Correspondence should be addressed to Miao Zang

Received 28 October 2016; Accepted 11 January 2017; Published 19 March 2017

Academic Editor: Wanquan Liu

Copyright © 2017 Miao Zang et al. This is an open access article distributed under the Creative Commons Attribution License, which permits unrestricted use, distribution, and reproduction in any medium, provided the original work is properly cited.
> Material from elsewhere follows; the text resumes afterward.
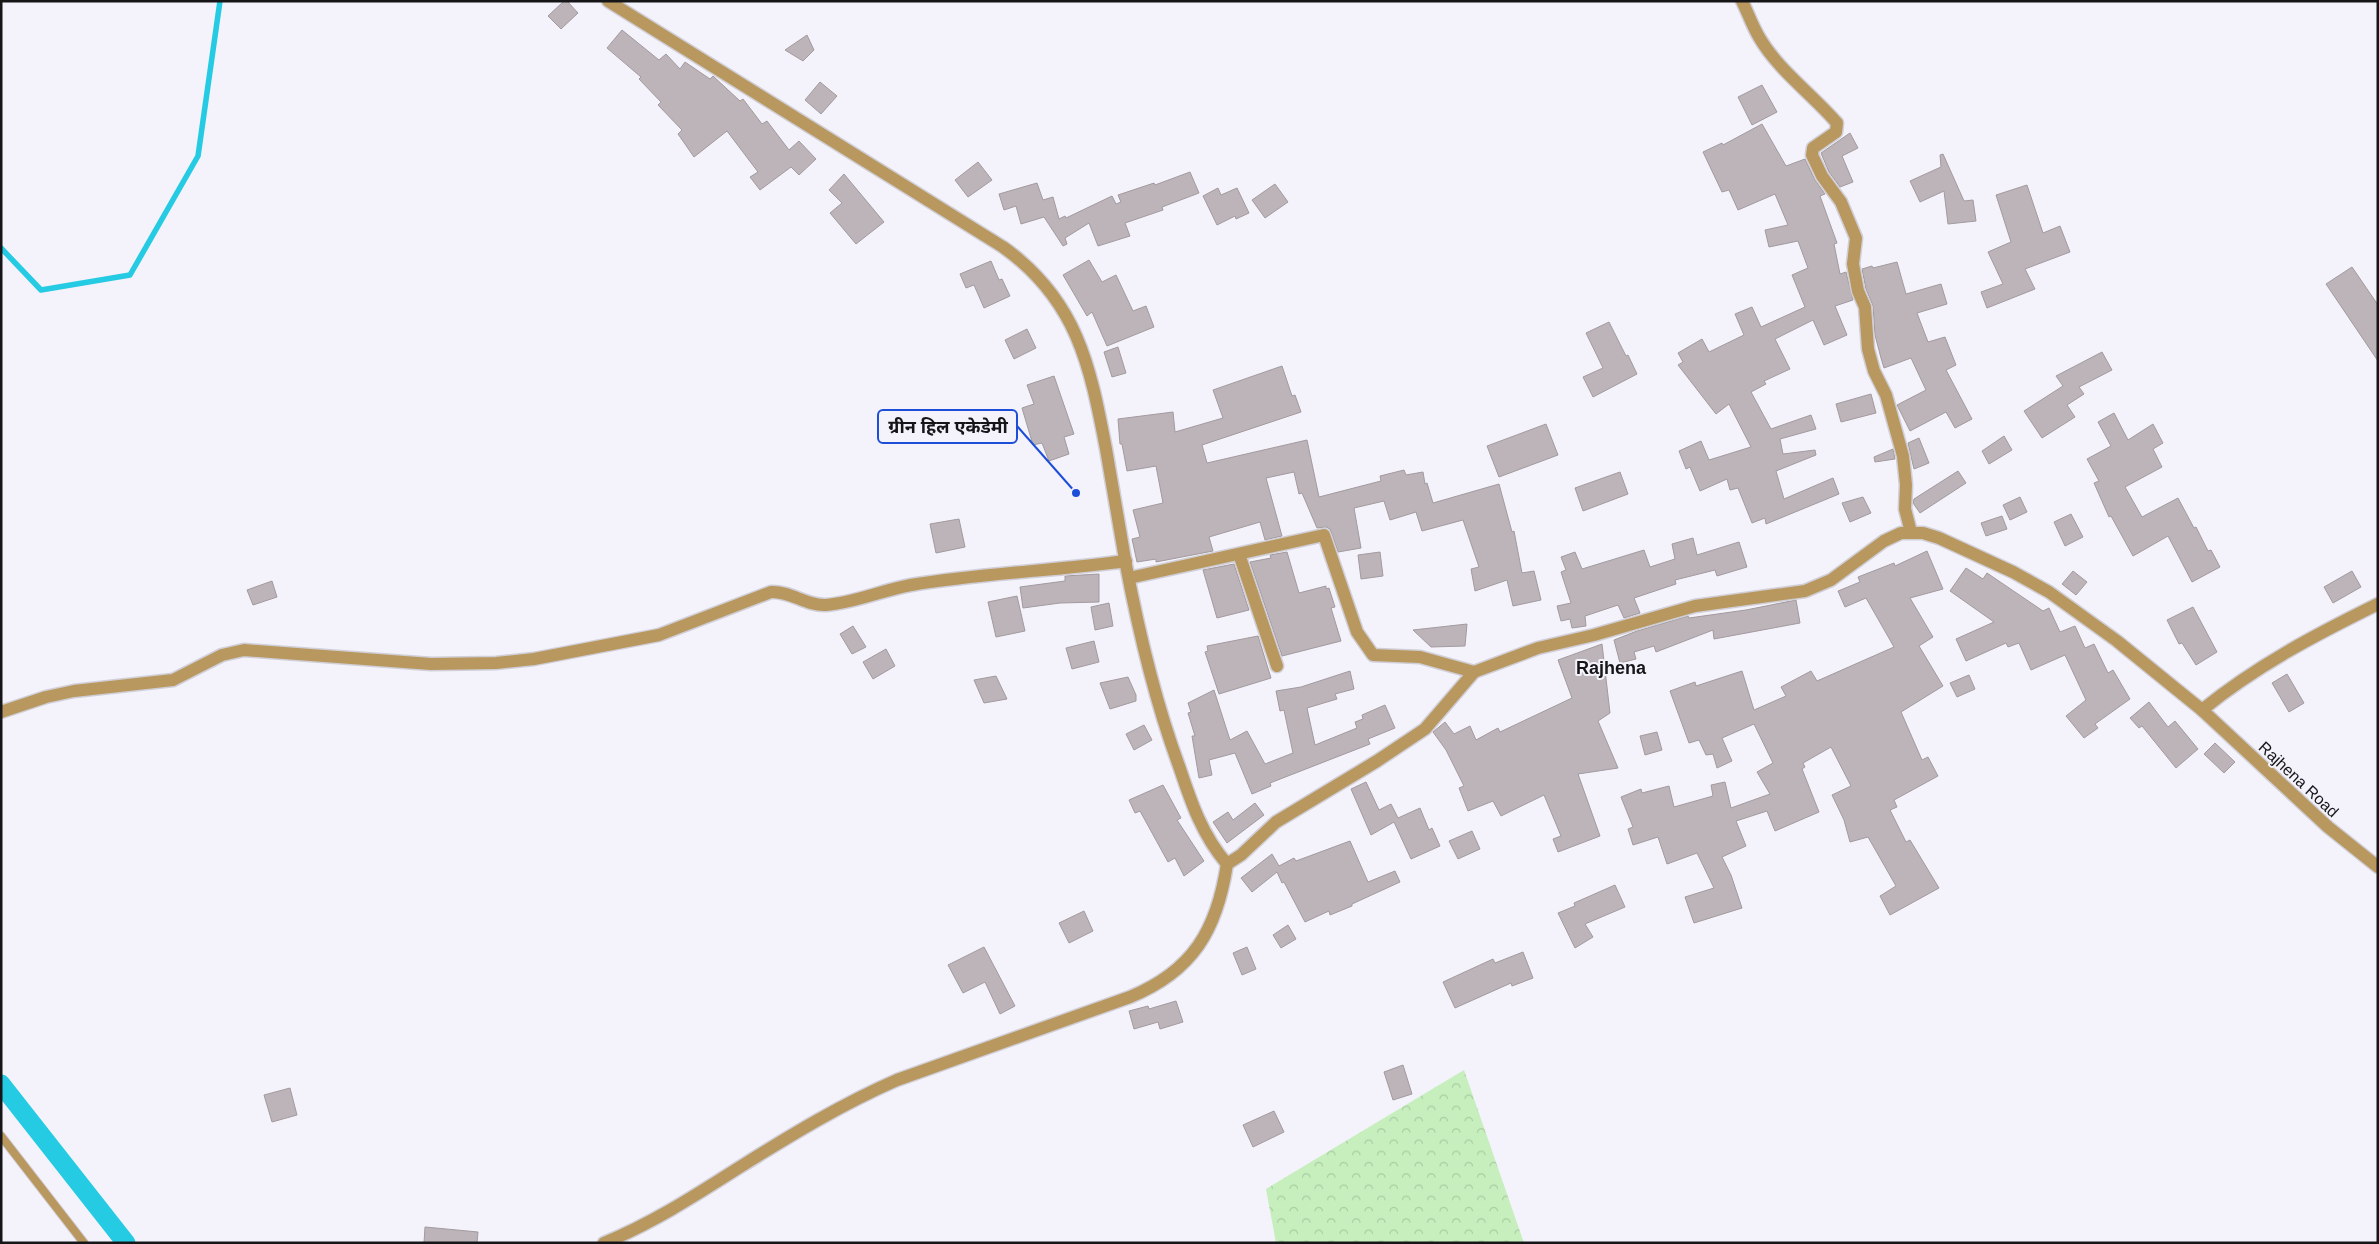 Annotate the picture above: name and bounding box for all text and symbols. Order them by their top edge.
callout: ग्रीन हिल एकेडेमी [878,410,1017,443]
text: ग्रीन हिल एकेडेमी [888,417,1008,437]
district label: Rajhena [1576,658,1647,678]
street label: Rajhena Road [2255,738,2342,820]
It remains a challenging task for automatic image annotation problem due to the semantic gap between visual features and semantic concepts. To reduce the gap, this paper puts forward a kernel-based multiview joint sparse coding (KMVJSC) framework for image annotation. In KMVJSC, different visual features as well as label information are considered as distinct views and are mapped to an implicit kernel space, in which the original nonlinear separable data become linearly separable. Then, all the views are integrated into a multiview joint sparse coding framework aiming to find a set of optimal sparse representations and discriminative dictionaries adaptively, which can effectively employ the complementary information of different views. An optimization algorithm is presented by extending K-singular value decomposition (KSVD) and accelerated proximal gradient (APG) algorithms to the kernel multiview framework. In addition, a label propagation scheme using the sparse reconstruction and weighted greedy label transfer algorithm is also proposed. Comparative experiments on three datasets have demonstrated the competitiveness of proposed approach compared with other related methods.